• What is needed: Copy all records exactly, excluding images.
Data records below:
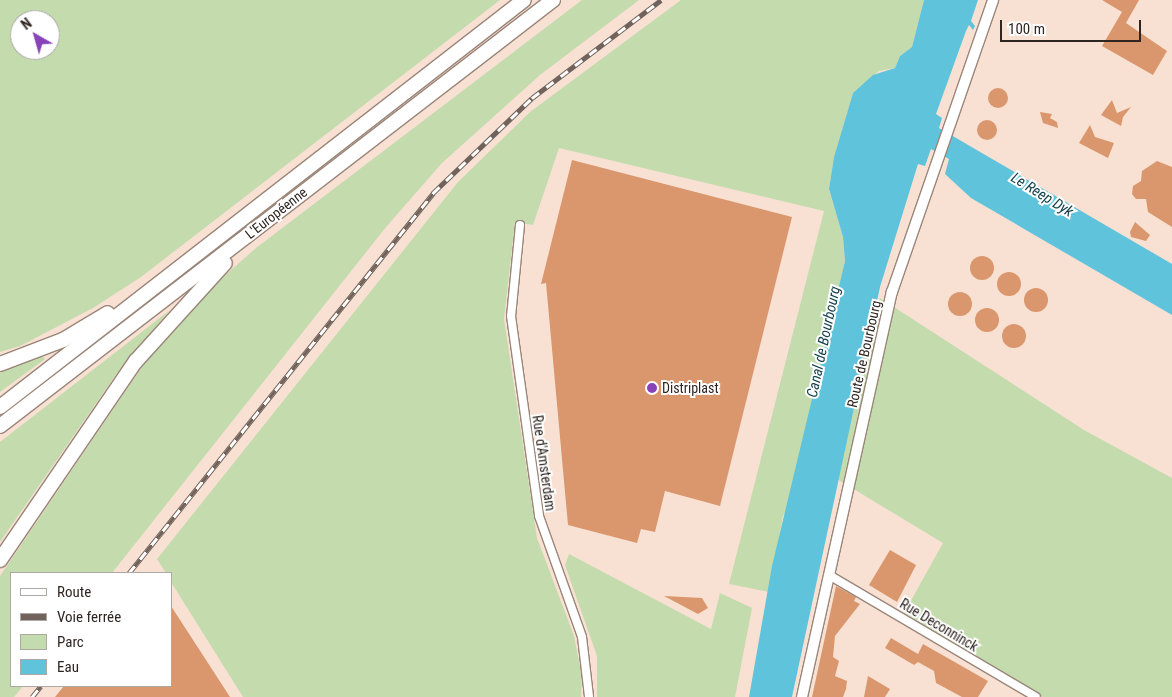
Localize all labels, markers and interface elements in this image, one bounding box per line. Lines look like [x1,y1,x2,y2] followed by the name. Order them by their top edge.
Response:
[10,10,60,60] north arrow
[1002,10,1143,42] scale bar
[18,15,35,33] text: N
[1008,20,1045,38] text: 100 m
[1008,169,1076,221] water label: Le Reep Dyk
[242,184,310,242] street label: L'Européenne
[803,285,845,399] water label: Canal de Bourbourg
[844,299,884,409] street label: Route de Bourbourg
[662,380,719,396] place label: Distriplast
[646,382,658,394] marker: Distriplast
[529,414,559,512] street label: Rue d'Amsterdam
[10,572,172,687] legend
[57,583,91,601] text: Route
[897,595,981,655] street label: Rue Deconninck
[57,608,121,626] text: Voie ferrée
[57,633,84,651] text: Parc
[57,658,79,676] text: Eau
End of Data records.
• Result for this exercise:
Localize all labels, markers and interface elements in this image, one bounding box per line. Lines look like [x1,y1,x2,y2] followed by the name. Order them by their top edge.
Response:
[10,10,60,60] north arrow
[1002,10,1143,42] scale bar
[18,15,35,33] text: N
[1008,20,1045,38] text: 100 m
[1008,169,1076,221] water label: Le Reep Dyk
[242,184,310,242] street label: L'Européenne
[803,285,845,399] water label: Canal de Bourbourg
[844,299,884,409] street label: Route de Bourbourg
[662,380,719,396] place label: Distriplast
[646,382,658,394] marker: Distriplast
[529,414,559,512] street label: Rue d'Amsterdam
[10,572,172,687] legend
[57,583,91,601] text: Route
[897,595,981,655] street label: Rue Deconninck
[57,608,121,626] text: Voie ferrée
[57,633,84,651] text: Parc
[57,658,79,676] text: Eau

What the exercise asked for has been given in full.